Por: Carlos Zacarias, colunista do Esquerda Online

Fidel está morto, mas a Ação Libertadora Nacional (ALN), ao que parece, acaba de ressurgir no Brasil. Anunciando aos quatro cantos que a iniciativa de recriação ocorre “porque há a necessidade de atuar na clandestinidade, uma vez que a luta dentro de partidos, movimentos sociais e coletivos autônomos se distanciou do povo e da realidade”, uma organização autointitulada ALN acaba de ser fundada no Brasil, com o lançamento de um extenso manifesto na internet. Mas qual é mesmo o significado de fundação de uma organização guerrilheira no ano em que as FARC anunciam acordo de paz com o governo colombiano e que Cuba reata relações com os Estados Unidos? O que significa refundar a ALN há quase 50 anos da experiência original?

Supondo-se se tratar de uma iniciativa autêntica de grupos e, ou indivíduos que lutam pela revolução e não uma “isca” de agentes provocadores para atrair militantes com o objetivo de promover a infiltração nas organizações existentes, podemos ainda perguntar, qual o sentido de reeditar uma experiência que, de conjunto, fracassou e terminou por derrotar toda uma geração de abnegados militantes que terminaram mortos pela repressão?

As perguntas não tem respostas fáceis, mas surpreende que alguém pretenda refundar a ALN numa circunstância em que as guerrilhas se tornaram anacrônicas e as organizações de esquerda dispõem de meios bastante mais eficazes para arregimentar simpatizantes e atuar na luta de massas. De outro lado, causa espanto que em um manifesto público se assuma haver “companheiros dedicados na montagem de um centro de treinamento guerrilheiro”, e que em pleno século XXI se afirme que “Todos nós somos guerrilheiros, terroristas e assaltantes”, quando se sabe que o epíteto de “terrorista” e “assaltante” foi justamente imputado pelos inimigos de classes, encastelados no Estado sob a ditadura.

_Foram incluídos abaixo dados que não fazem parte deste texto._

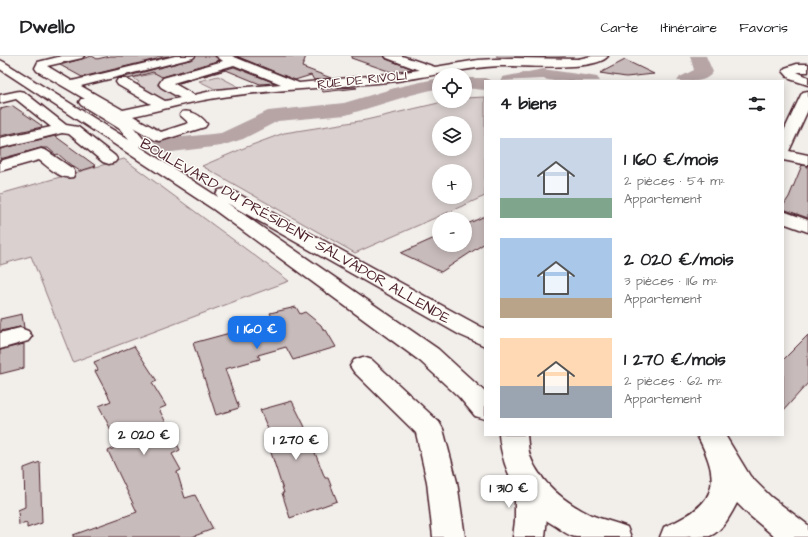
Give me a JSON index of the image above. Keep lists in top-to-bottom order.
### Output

A ALN original foi fundada em 1967 a partir de uma importante ruptura do PCB. Entre seus principais integrantes, estavam Carlos Marighella e Joaquim Câmara Ferreira, que eram figuras experimentadas na luta de classes no Brasil, com importante papel dirigente no Partido Comunista Brasileiro (PCB) por mais de três décadas. A propósito da criminalização das lutas que brutalmente recrudescia, escrevendo sobre o episódio da sua prisão quando do golpe em 1964, Marighella, que viria a se tornar o principal inimigo da ditadura brasileira, fez questão de deixar claro que era comunista e não um criminoso.

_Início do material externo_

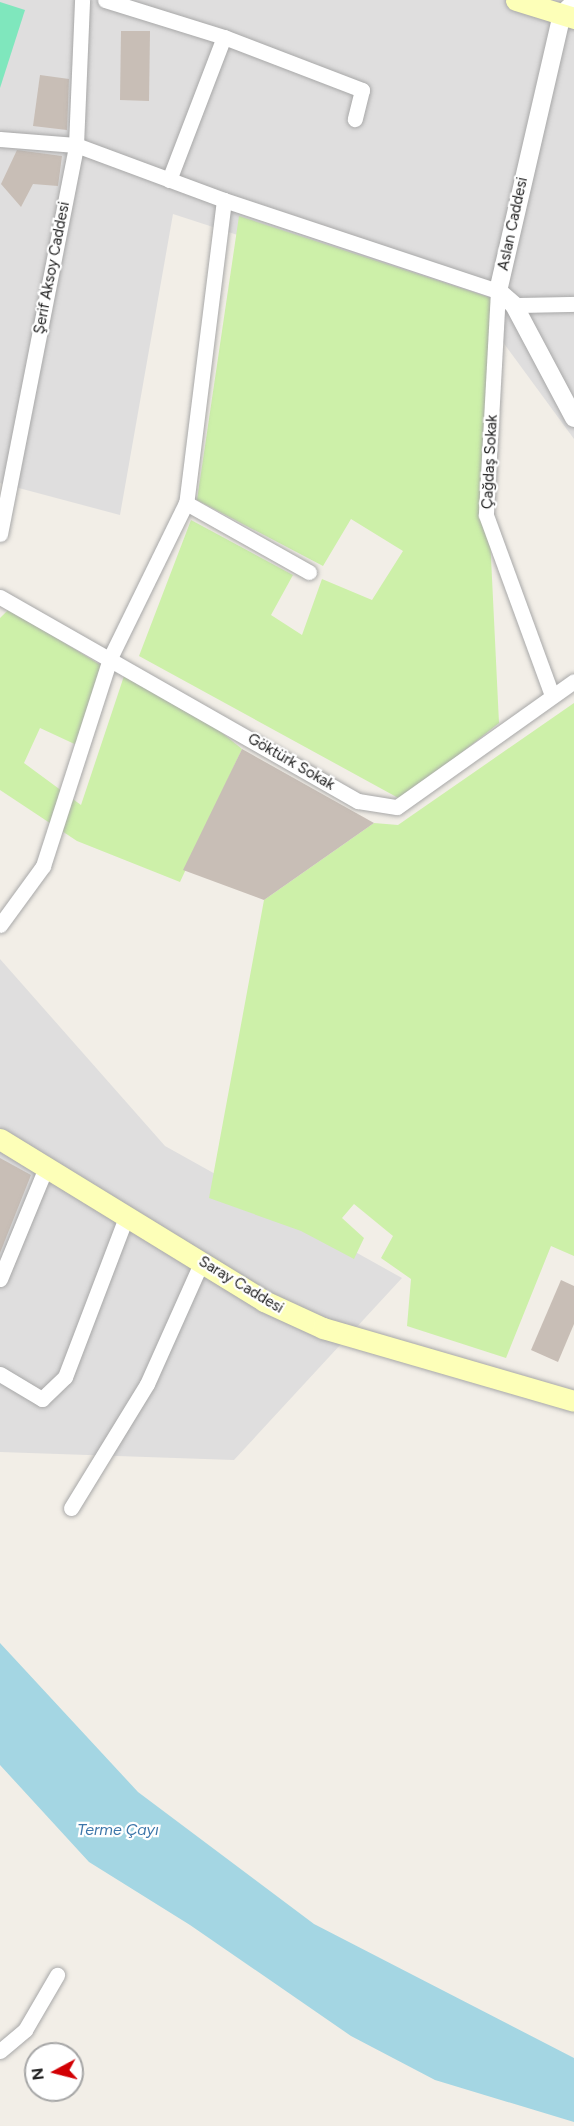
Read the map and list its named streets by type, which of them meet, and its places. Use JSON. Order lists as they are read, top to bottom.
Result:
{
  "streets": {
    "main road": ["Saray Caddesi"],
    "street": [
      "Aslan Caddesi",
      "Şerif Aksoy Caddesi",
      "Çağdaş Sokak",
      "Göktürk Sokak"
    ]
  },
  "crossings": [
    ["Aslan Caddesi", "Çağdaş Sokak"],
    ["Çağdaş Sokak", "Göktürk Sokak"]
  ],
  "water": ["Terme Çayı"],
  "north": "left"
}
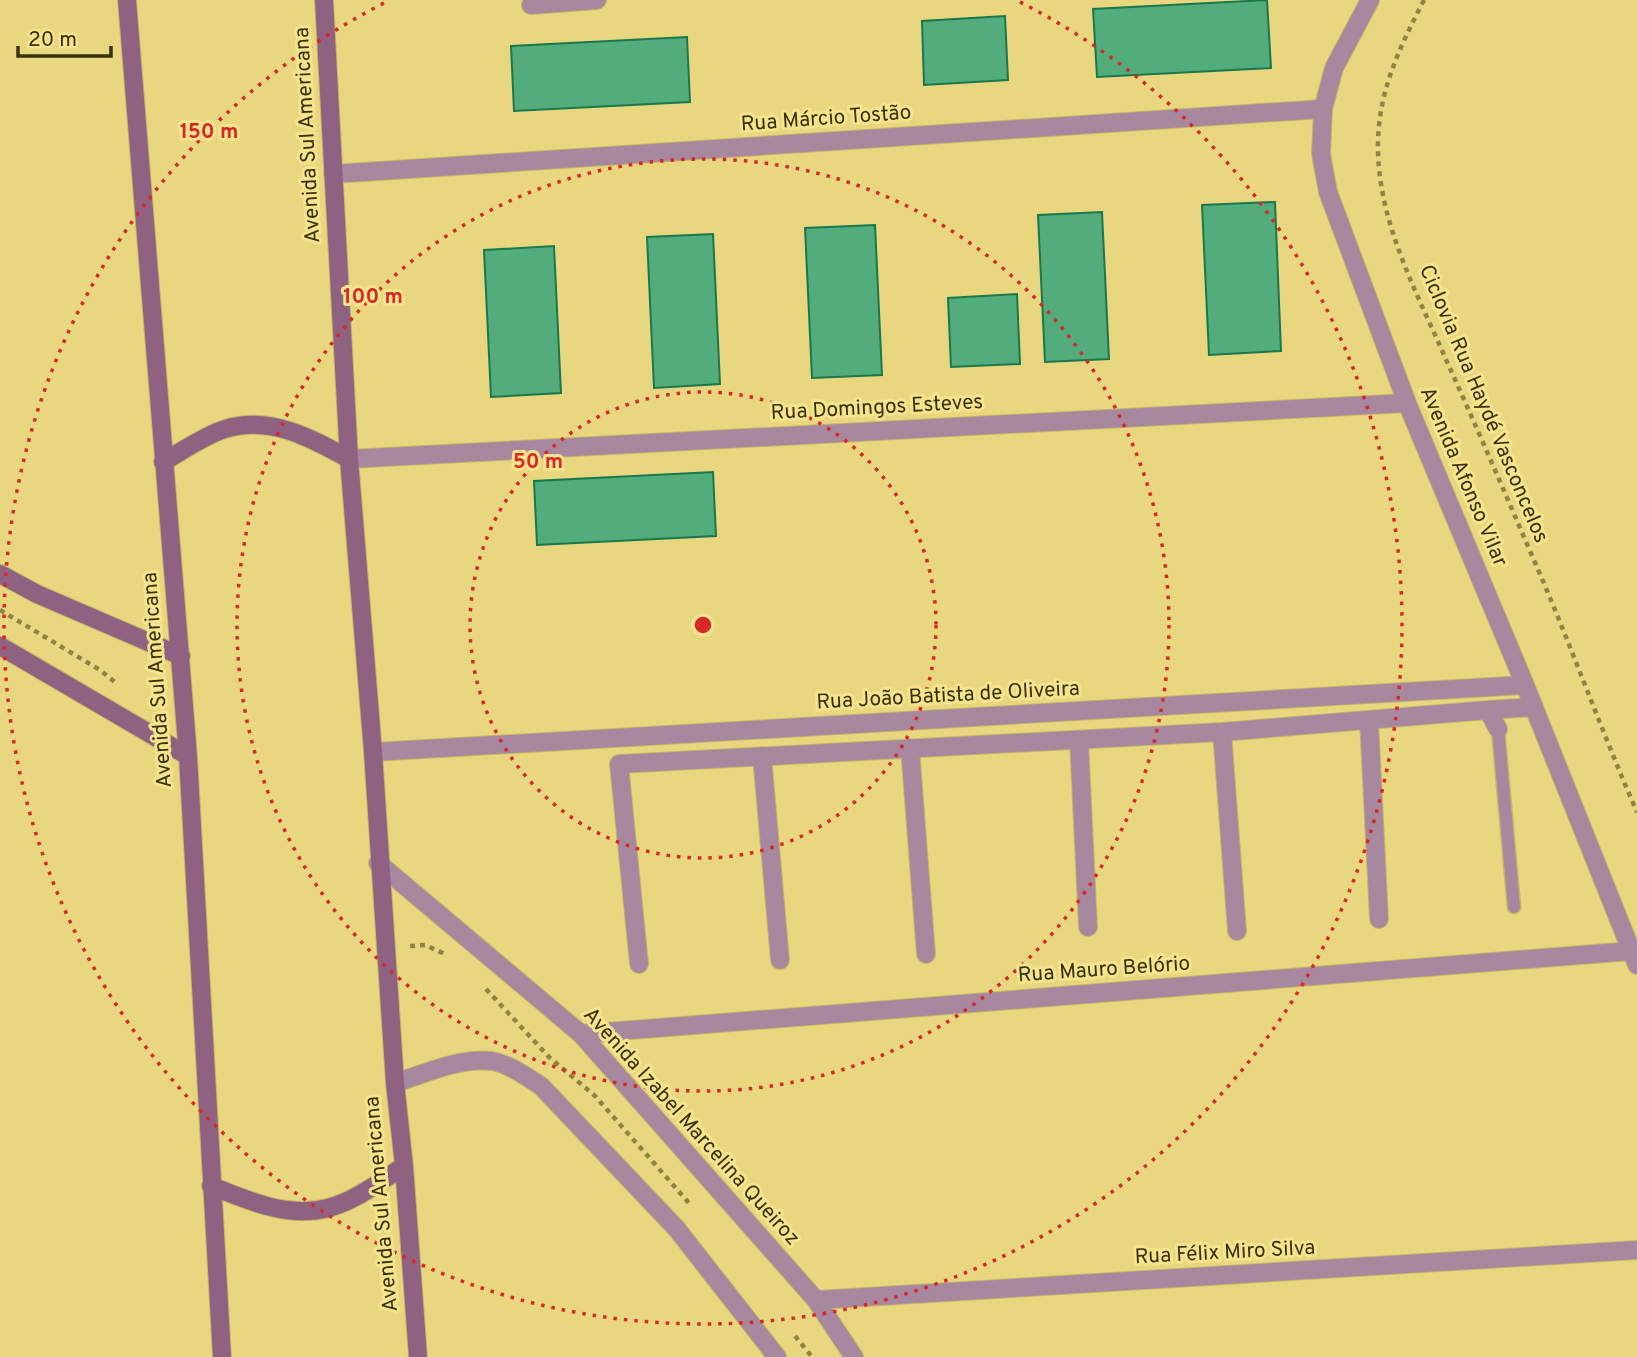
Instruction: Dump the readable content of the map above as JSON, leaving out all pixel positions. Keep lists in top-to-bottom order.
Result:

Obviamente que não se pode desprezar a simbologia de uma era de revolucionários que, com fuzis na mão, barba farta e retórica inflamada, desceram a Sierra Maestra para tomar o poder em Cuba. Fidel Castro e Che Guevara são os símbolos máximos de uma época que incendiou corações e mentes e que teve no Brasil ações armadas espetaculares que ajudaram a encantar o olhar de uma geração que iniciava sua trajetória militante no rescaldo da incontornável derrota consumada em inícios dos anos 1970. Passadas algumas décadas, os ideias vanguardistas sintetizados nos escritos de Regis Debray e Che Guevara, que ajudaram a fazer a cabeça da esquerda da época, hoje são peças de museu na conturbada e heroica trajetória das organizações revolucionárias da segunda metade do século XX.

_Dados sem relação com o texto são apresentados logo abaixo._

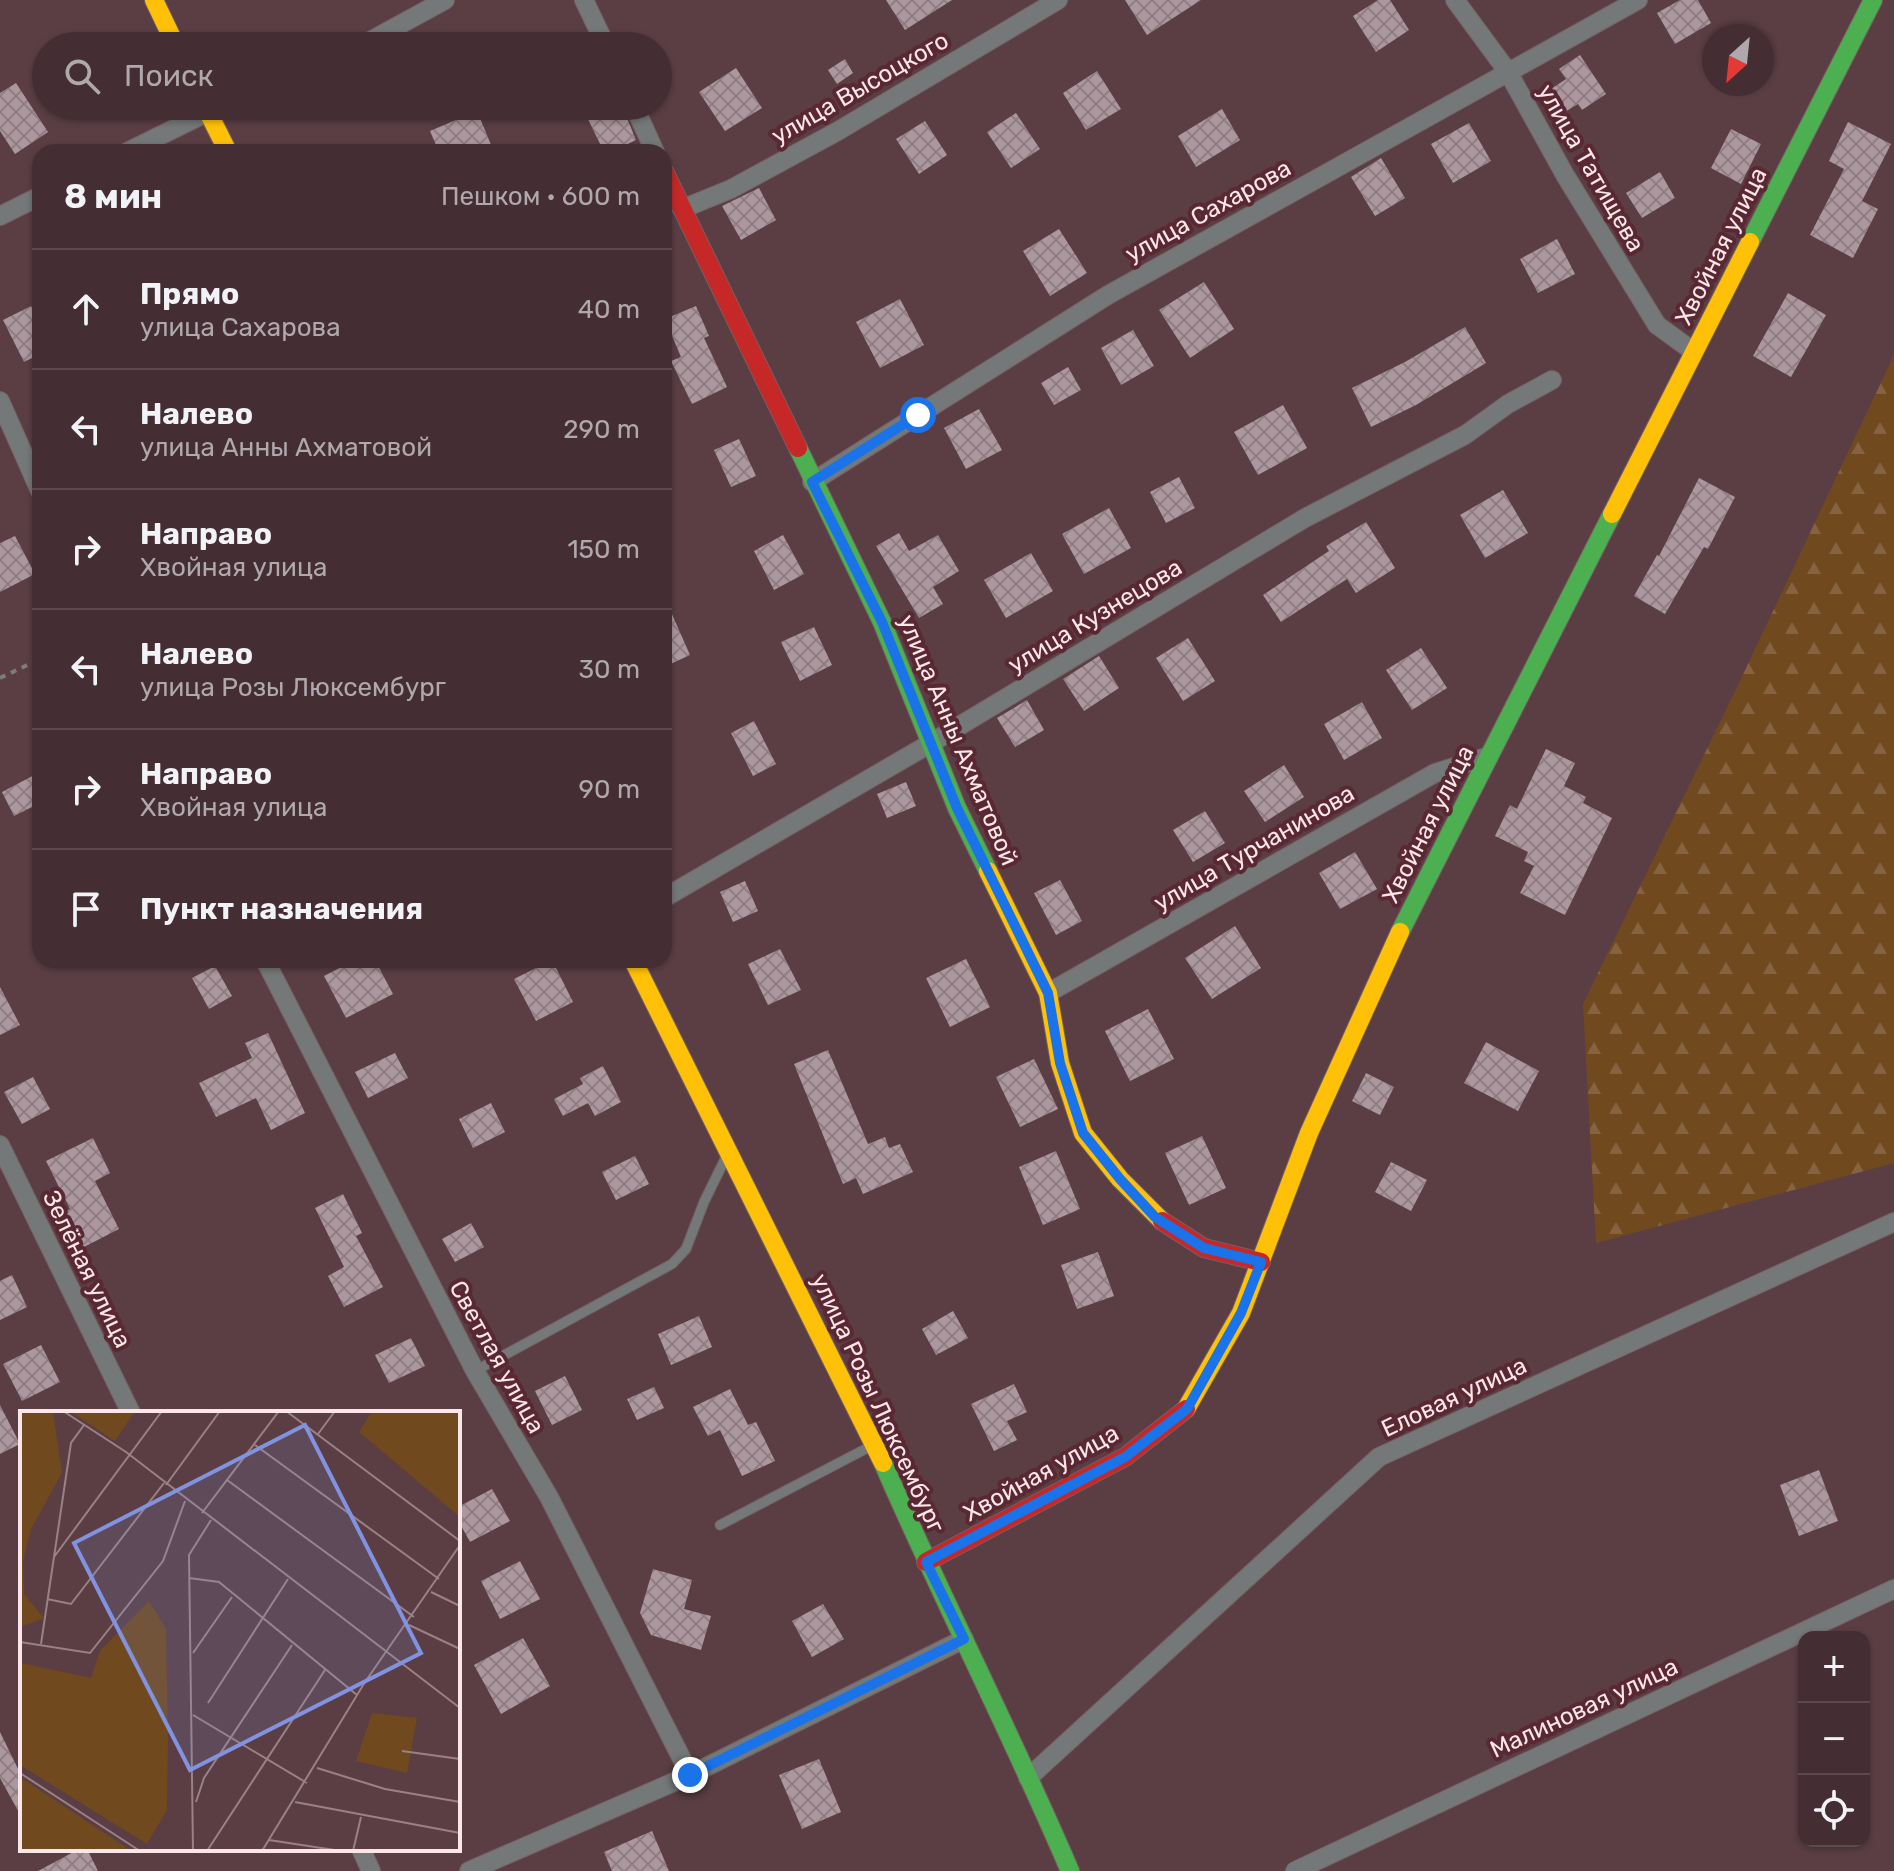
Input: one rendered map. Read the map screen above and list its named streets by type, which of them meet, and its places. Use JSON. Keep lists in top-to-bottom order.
{
  "streets": {
    "street": [
      "улица Высоцкого",
      "улица Татищева",
      "улица Сахарова",
      "Хвойная улица",
      "улица Кузнецова",
      "улица Анны Ахматовой",
      "улица Турчанинова",
      "Зелёная улица",
      "Светлая улица",
      "Еловая улица",
      "улица Розы Люксембург",
      "Малиновая улица"
    ]
  },
  "crossings": [
    ["улица Высоцкого", "улица Анны Ахматовой"],
    ["улица Татищева", "улица Сахарова"],
    ["улица Татищева", "Хвойная улица"],
    ["улица Сахарова", "улица Анны Ахматовой"],
    ["Хвойная улица", "улица Анны Ахматовой"],
    ["Хвойная улица", "улица Турчанинова"],
    ["Хвойная улица", "улица Розы Люксембург"],
    ["улица Кузнецова", "улица Анны Ахматовой"],
    ["улица Анны Ахматовой", "улица Турчанинова"],
    ["Еловая улица", "улица Розы Люксембург"]
  ],
  "north": "bottom left",
  "page": {
    "search": "Поиск",
    "heading": ["8 мин", "Пешком · 600 m"],
    "list": [
      ["Прямо", "улица Сахарова", "40 m"],
      ["Налево", "улица Анны Ахматовой", "290 m"],
      ["Направо", "Хвойная улица", "150 m"],
      ["Налево", "улица Розы Люксембург", "30 m"],
      ["Направо", "Хвойная улица", "90 m"],
      "Пункт назначения"
    ],
    "map_buttons": ["+", "−"]
  }
}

Em que pese a força do romantismo vanguardista, jovens militantes que caminhavam para o trotskismo no início dos anos 1970 não deixaram de abrir polêmica com o que lhes parecia ser um erro. “A propósito de um sequestro”, um importante texto escrito contra as espetaculares ações armadas que culminaram com o sequestro do embaixador norte-americano Charles Elbrick, negava que sequestros e ações armadas de vanguarda pudessem derrotar a ditadura, para concluir que a “preparação do proletariado e a educação de sua vanguarda política começam a partir das lutas moleculares que se desenvolvem na base das associações, ainda que nos períodos de refluxo comparáveis ao que se vive hoje no Brasil (…) Os que hoje pensam poder saltar toda esta etapa de preparação receberão mais de uma vez o veredicto da história”.

Na oportunidade em que refletimos sobre o significado das nossas glórias e fracassos em função da morte de Fidel Castro, não podemos deixar de chamar atenção para os nossos erros e apontar a necessidade de enterrar nossos mortos.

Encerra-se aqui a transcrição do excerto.